When Breath Becomes Air by Paul Kalanithi

So there’s a new book you may have heard about: When Breath Becomes Air, by the late Paul Kalanithi, a neurosurgeon who died of lung cancer last March. In the last year of his life he published several essays on facing cancer, the irony of being a doctor with a terminal illness, and the sadness of not being able to see his daughter grow up. And Paul worked on a book, shepherded to completion and publication by his wife Lucy. But I don’t think of him as Paul – I think of him as Pubby (his nickname). Because that’s how he was introduced to me twenty years ago.

Pubby and I had a lot of things in common. We were English majors, active members of the Stanford Band, wrote scripts for the Band’s field shows, and served terms as public relations director for the Band. This is an understatement, but he had a great sense of humor – it worked on levels from subtle and dry to completely over-the-top and crazy. We liked each other’s writing, and shared stories about crazy hate mail we responded to. I remember when he tried to bleach his hair, and the closest he could get was orange. I’ve heard he always wore fake mustaches for ID photos, and was known to randomly show up to events wearing a gorilla suit.

He had another side, it turns out. Besides majoring in English, he also majored in human biology, and like many of my band friends, eventually became a doctor (by the way, majoring in Hum Bio alone is tough, without a reading-heavy major like English on top of it). He returned to the Bay Area, working as a neurosurgeon at the Stanford hospital. And the rest you know, or you will when you read his book. We weren’t close friends, and I hadn’t seen him in person in about ten years, but the news of his illness hit me harder than I expected. Reading his moving words made it a little easier to think of his impending death, if only because I could see how his various and disparate talents had melded in this perfect, tragic, way. 

One thing that will really get you is when Pubby writes about his and Lucy’s daughter, who was born in the last year of his life.
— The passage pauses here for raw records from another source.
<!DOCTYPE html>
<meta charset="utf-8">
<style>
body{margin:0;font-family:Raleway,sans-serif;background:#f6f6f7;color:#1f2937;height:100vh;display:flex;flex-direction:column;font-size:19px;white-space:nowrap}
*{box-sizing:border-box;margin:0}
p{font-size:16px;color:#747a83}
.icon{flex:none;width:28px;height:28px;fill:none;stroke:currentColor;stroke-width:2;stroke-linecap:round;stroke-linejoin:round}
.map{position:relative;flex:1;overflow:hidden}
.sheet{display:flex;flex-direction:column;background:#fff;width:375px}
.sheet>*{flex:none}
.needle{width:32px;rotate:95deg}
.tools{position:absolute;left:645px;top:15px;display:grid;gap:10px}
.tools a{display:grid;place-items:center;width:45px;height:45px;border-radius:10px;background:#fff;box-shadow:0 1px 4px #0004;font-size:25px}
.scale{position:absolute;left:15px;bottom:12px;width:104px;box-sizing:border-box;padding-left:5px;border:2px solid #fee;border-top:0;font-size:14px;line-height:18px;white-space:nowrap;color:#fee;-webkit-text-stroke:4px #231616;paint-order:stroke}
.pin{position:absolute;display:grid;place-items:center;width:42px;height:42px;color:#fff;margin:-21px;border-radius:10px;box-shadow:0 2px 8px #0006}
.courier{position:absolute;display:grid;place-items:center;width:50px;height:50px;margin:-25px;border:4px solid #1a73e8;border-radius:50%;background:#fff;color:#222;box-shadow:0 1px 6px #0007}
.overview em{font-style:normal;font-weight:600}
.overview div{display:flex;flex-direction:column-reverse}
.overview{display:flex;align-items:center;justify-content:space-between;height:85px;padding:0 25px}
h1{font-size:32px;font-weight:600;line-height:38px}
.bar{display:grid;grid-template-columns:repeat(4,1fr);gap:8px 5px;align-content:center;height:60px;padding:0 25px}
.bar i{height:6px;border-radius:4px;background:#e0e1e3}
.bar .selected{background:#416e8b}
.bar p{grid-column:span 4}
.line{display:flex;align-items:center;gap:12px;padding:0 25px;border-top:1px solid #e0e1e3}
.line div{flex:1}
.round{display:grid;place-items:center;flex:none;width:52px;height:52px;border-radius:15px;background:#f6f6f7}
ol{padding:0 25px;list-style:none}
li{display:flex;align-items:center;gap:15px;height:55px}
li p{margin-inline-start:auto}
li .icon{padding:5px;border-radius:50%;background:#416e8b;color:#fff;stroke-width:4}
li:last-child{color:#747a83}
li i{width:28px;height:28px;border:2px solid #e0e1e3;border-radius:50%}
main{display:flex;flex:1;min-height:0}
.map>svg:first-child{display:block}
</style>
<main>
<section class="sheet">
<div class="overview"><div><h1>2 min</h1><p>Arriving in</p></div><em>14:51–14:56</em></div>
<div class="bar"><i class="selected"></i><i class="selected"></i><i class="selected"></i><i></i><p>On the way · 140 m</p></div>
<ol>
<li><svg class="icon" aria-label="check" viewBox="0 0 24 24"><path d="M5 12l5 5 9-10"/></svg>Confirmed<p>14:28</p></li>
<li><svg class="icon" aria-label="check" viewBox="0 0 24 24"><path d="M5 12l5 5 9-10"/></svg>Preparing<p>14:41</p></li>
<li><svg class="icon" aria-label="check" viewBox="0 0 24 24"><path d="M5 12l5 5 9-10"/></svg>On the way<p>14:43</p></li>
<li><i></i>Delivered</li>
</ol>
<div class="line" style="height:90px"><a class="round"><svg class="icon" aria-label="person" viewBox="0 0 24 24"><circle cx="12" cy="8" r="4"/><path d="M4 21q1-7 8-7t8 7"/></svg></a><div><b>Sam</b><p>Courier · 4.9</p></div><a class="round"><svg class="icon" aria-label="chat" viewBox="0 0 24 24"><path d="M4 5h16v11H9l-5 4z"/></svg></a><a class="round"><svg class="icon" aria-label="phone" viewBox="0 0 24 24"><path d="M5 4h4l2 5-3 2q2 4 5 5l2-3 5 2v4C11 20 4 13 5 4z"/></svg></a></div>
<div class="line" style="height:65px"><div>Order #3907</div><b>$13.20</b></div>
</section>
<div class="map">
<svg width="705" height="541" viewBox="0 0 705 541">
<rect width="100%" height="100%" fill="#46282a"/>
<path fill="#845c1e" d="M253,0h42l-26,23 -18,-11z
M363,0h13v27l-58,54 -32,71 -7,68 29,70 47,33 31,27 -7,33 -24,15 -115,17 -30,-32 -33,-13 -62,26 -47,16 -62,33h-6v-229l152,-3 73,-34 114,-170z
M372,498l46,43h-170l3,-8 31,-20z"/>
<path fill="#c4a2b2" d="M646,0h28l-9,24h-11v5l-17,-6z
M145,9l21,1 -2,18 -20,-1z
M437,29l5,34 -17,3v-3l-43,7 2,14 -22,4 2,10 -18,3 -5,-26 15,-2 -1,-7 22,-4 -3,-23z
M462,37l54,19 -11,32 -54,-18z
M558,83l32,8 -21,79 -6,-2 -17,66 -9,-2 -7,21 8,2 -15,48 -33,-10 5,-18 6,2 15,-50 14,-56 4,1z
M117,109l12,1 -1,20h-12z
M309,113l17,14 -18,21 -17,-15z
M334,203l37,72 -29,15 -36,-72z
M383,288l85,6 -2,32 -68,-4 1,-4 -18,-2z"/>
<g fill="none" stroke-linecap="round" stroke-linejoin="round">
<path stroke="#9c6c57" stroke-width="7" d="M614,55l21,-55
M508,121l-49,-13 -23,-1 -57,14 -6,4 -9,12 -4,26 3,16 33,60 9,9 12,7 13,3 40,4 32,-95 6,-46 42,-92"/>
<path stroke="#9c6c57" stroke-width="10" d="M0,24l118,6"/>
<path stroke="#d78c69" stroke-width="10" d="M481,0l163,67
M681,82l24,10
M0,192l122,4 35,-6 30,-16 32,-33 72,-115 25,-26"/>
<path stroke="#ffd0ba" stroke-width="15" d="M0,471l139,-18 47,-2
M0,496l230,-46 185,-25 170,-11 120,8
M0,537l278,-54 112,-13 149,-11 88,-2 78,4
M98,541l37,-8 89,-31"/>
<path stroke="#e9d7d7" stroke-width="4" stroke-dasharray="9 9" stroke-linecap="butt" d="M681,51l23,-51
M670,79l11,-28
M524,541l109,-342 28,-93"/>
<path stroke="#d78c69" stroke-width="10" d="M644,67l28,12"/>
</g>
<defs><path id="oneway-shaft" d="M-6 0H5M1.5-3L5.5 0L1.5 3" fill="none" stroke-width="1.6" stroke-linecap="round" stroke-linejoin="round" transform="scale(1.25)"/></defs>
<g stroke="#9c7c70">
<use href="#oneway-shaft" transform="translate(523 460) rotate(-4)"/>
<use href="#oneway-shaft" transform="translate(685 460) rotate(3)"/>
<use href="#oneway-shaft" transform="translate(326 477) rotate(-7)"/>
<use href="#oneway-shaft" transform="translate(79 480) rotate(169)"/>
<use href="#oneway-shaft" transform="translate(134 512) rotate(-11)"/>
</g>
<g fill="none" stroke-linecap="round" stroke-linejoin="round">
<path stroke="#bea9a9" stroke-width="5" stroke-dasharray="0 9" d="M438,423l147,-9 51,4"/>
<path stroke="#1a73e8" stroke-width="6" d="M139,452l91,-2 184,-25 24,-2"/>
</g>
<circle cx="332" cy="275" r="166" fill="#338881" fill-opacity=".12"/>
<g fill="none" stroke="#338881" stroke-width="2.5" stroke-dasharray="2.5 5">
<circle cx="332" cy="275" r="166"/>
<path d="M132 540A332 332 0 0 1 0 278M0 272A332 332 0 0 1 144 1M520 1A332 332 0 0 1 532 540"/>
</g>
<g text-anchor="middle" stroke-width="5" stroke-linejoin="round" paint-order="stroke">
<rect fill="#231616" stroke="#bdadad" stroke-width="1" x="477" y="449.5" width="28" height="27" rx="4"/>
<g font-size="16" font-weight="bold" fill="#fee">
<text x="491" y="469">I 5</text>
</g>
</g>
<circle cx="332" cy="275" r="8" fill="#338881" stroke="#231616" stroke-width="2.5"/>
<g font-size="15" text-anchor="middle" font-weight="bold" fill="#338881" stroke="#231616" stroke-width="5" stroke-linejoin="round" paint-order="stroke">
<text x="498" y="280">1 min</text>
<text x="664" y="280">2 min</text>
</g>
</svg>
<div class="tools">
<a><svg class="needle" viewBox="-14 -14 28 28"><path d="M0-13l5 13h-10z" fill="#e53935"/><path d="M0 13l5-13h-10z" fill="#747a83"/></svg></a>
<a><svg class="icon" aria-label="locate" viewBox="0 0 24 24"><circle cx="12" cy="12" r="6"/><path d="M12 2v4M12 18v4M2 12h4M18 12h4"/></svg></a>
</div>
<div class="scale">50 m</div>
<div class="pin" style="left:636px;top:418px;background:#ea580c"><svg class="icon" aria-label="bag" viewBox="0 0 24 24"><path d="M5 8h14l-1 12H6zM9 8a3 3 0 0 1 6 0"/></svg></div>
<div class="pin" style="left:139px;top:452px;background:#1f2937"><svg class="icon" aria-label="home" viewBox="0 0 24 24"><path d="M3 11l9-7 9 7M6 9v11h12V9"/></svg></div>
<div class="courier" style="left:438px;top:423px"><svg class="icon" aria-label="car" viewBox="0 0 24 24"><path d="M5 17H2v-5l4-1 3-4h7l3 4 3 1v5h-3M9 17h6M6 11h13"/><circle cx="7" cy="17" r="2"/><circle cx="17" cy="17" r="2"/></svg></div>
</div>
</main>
He knew he wouldn’t have much time with her, but he was determined to enjoy all the time he had. I look at my children and wonder if I have made the most of my time with them – how they would remember me if they were suddenly to lose me. Pubby was the third person from my era of the LSJUMB to pass away in a span of about a year (all from cancer), prompting me (and many of my friends, I’m sure) to dwell on my own mortality. But Pubby’s writing, I think, will not cause us to become obsessed with our deaths, but our lives: is what we’re doing worth doing? What is the best use we can make of the time we have left, however much time that is? What are the things that are really most important to us? I hope his book will help you find the answers to these questions. Snowden’s secret in Catch-22 is that man is matter, that we are fragile machines prone to destruction. Pubby’s secret is that despite that fragility, man can matter – we can choose to make a difference in this world before our own fragile machines break down, and our breath becomes air.